▶ **What to work on**: This exercise calls for retyping every line below exactly, with the images omitted.

▶ **Data shown**:
• • • • • • •
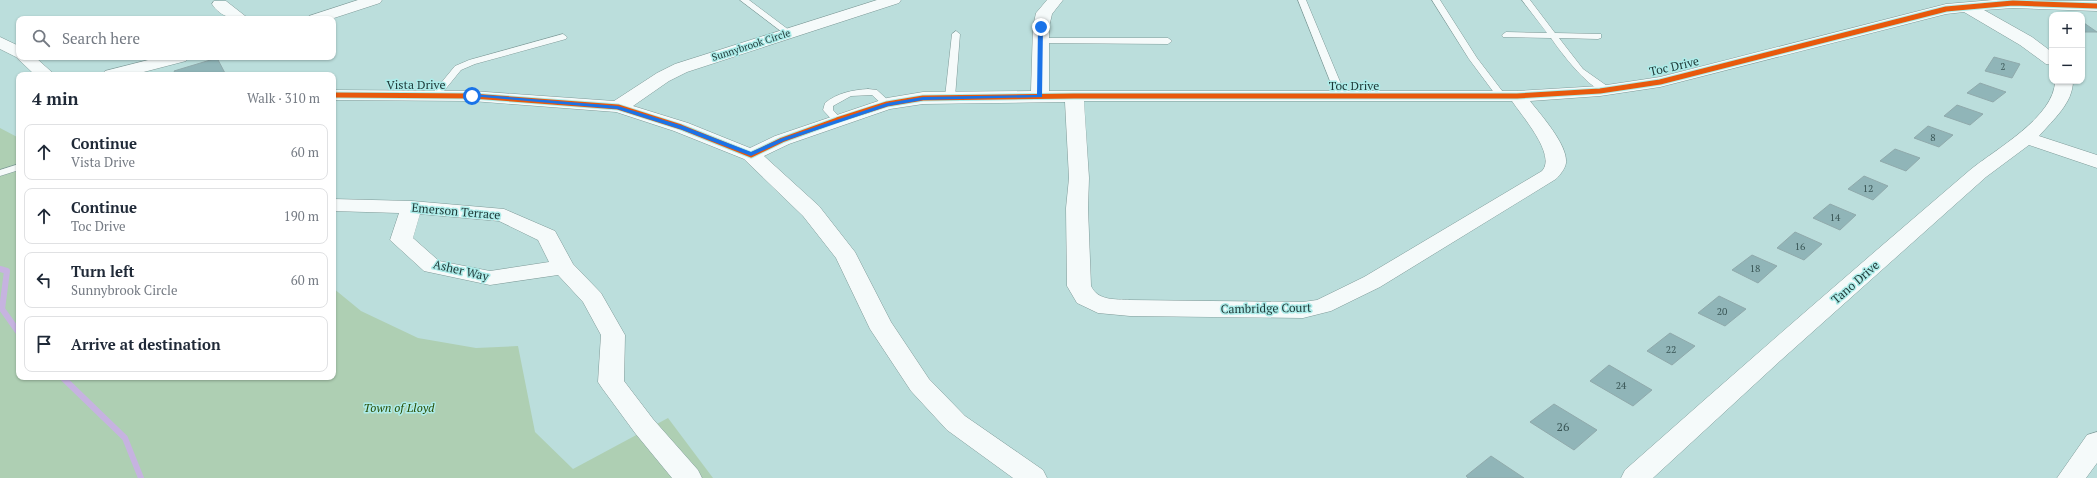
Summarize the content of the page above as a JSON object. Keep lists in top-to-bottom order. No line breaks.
{"streets":{"street":["Sunnybrook Circle","Toc Drive","Vista Drive","Emerson Terrace","Asher Way","Tano Drive","Cambridge Court"]},"crossings":[["Sunnybrook Circle","Vista Drive"],["Toc Drive","Cambridge Court"],["Emerson Terrace","Asher Way"]],"parks":["Town of Lloyd"],"house_numbers":["2","8","12","14","16","18","20","22","24","26"],"page":{"map_buttons":["+","−"],"search":"Search here","heading":["4 min","Walk · 310 m"],"list":[["Continue","Vista Drive","60 m"],["Continue","Toc Drive","190 m"],["Turn left","Sunnybrook Circle","60 m"],"Arrive at destination"]}}
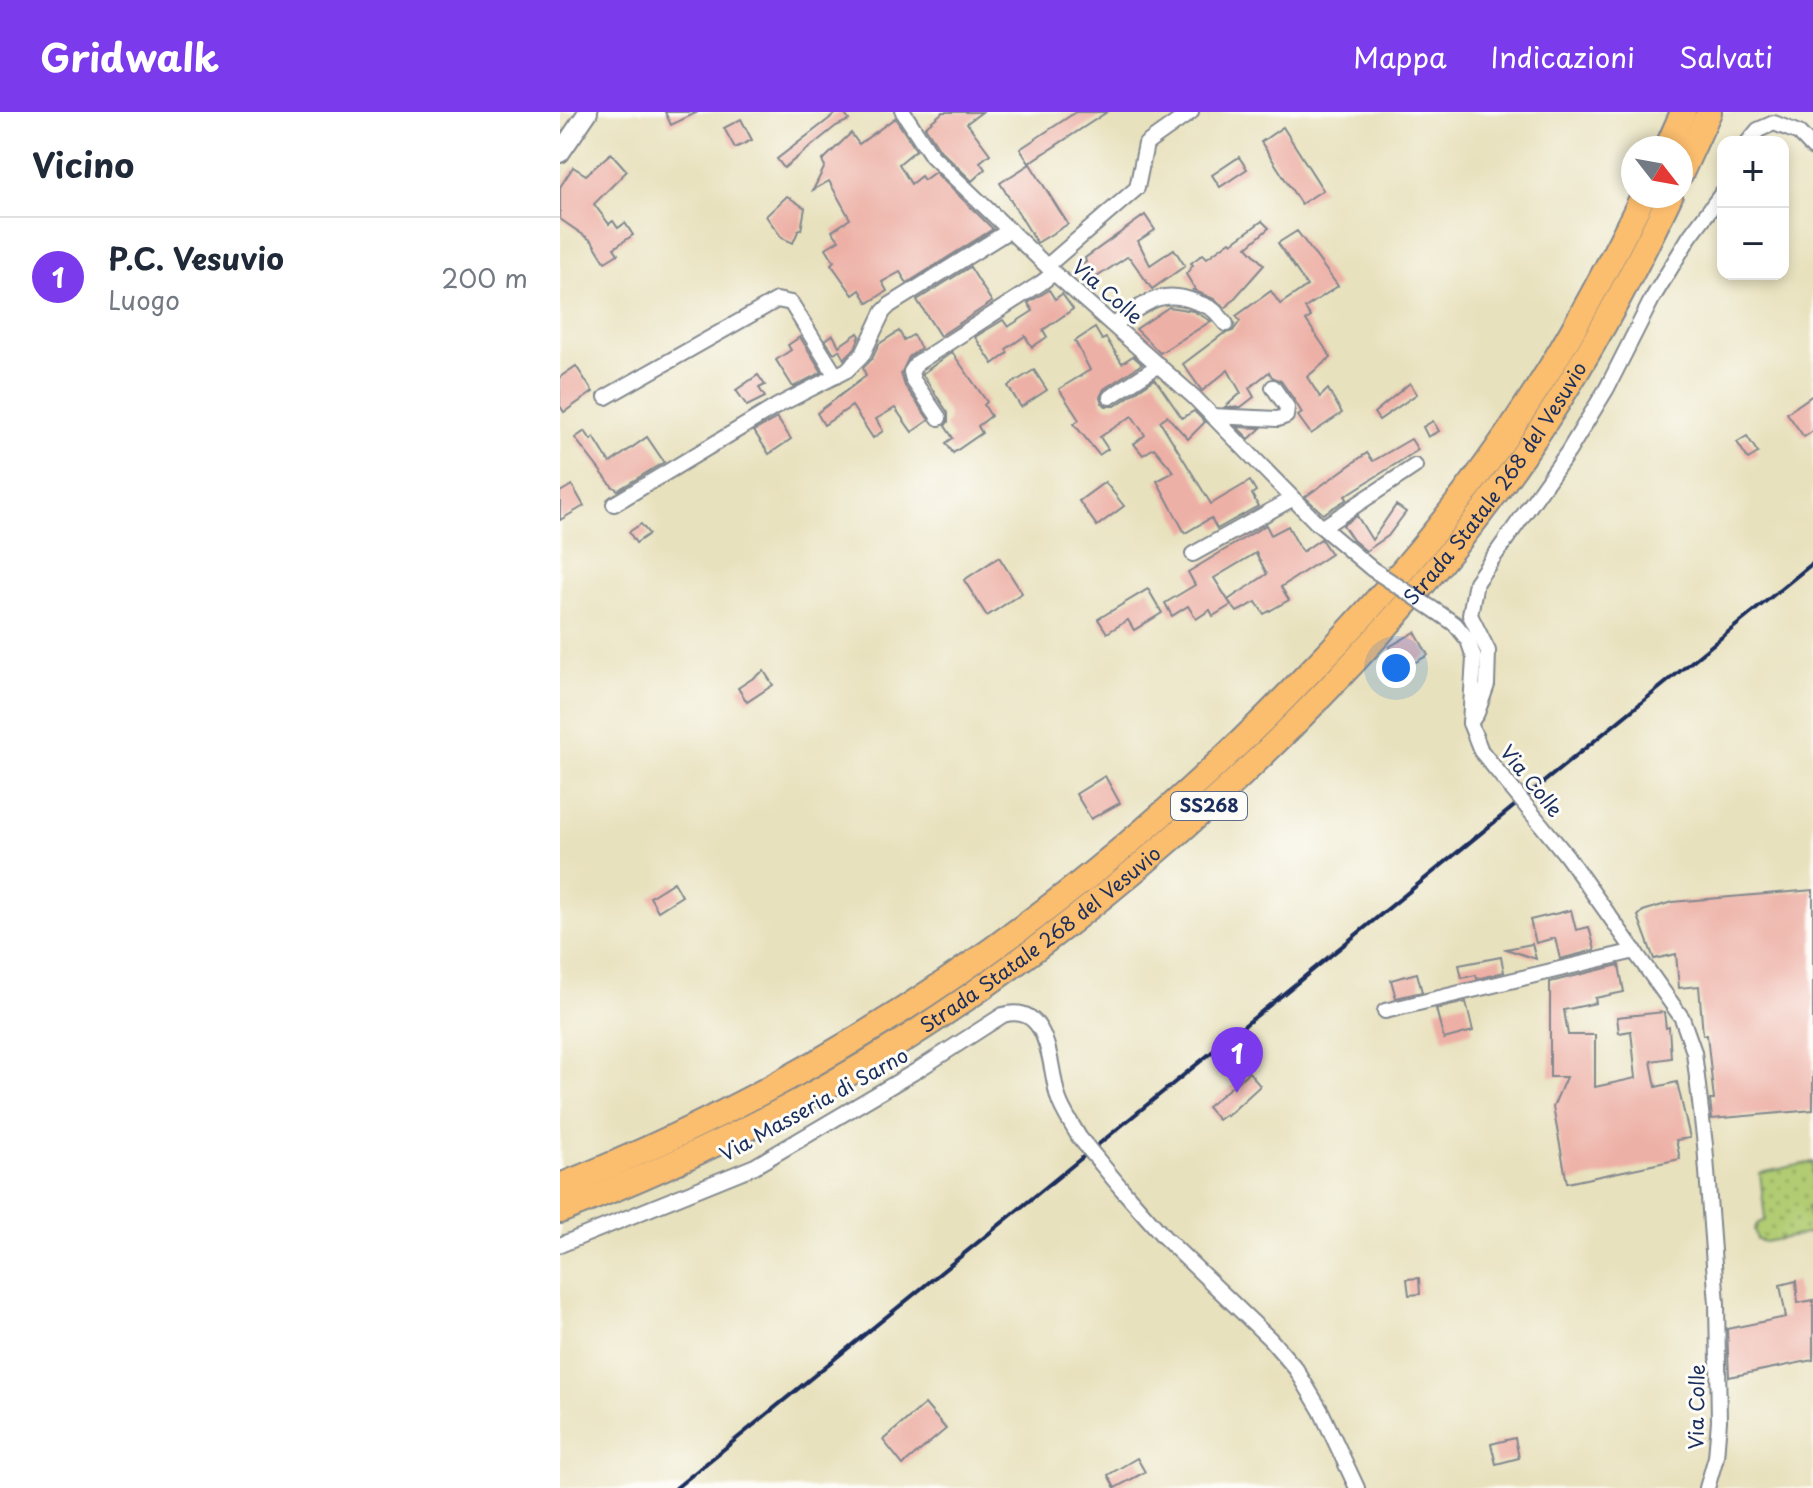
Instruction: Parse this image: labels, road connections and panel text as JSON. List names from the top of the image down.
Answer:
• • • • • • •
▶ **Response to the exercise**:
Summarize the content of the page above as a JSON object. Keep lists in top-to-bottom order. No line breaks.
{"streets":{"street":["Sunnybrook Circle","Toc Drive","Vista Drive","Emerson Terrace","Asher Way","Tano Drive","Cambridge Court"]},"crossings":[["Sunnybrook Circle","Vista Drive"],["Toc Drive","Cambridge Court"],["Emerson Terrace","Asher Way"]],"parks":["Town of Lloyd"],"house_numbers":["2","8","12","14","16","18","20","22","24","26"],"page":{"map_buttons":["+","−"],"search":"Search here","heading":["4 min","Walk · 310 m"],"list":[["Continue","Vista Drive","60 m"],["Continue","Toc Drive","190 m"],["Turn left","Sunnybrook Circle","60 m"],"Arrive at destination"]}}
Instruction: Parse this image: labels, road connections and panel text as JSON. List names from the top of the image down.
Answer:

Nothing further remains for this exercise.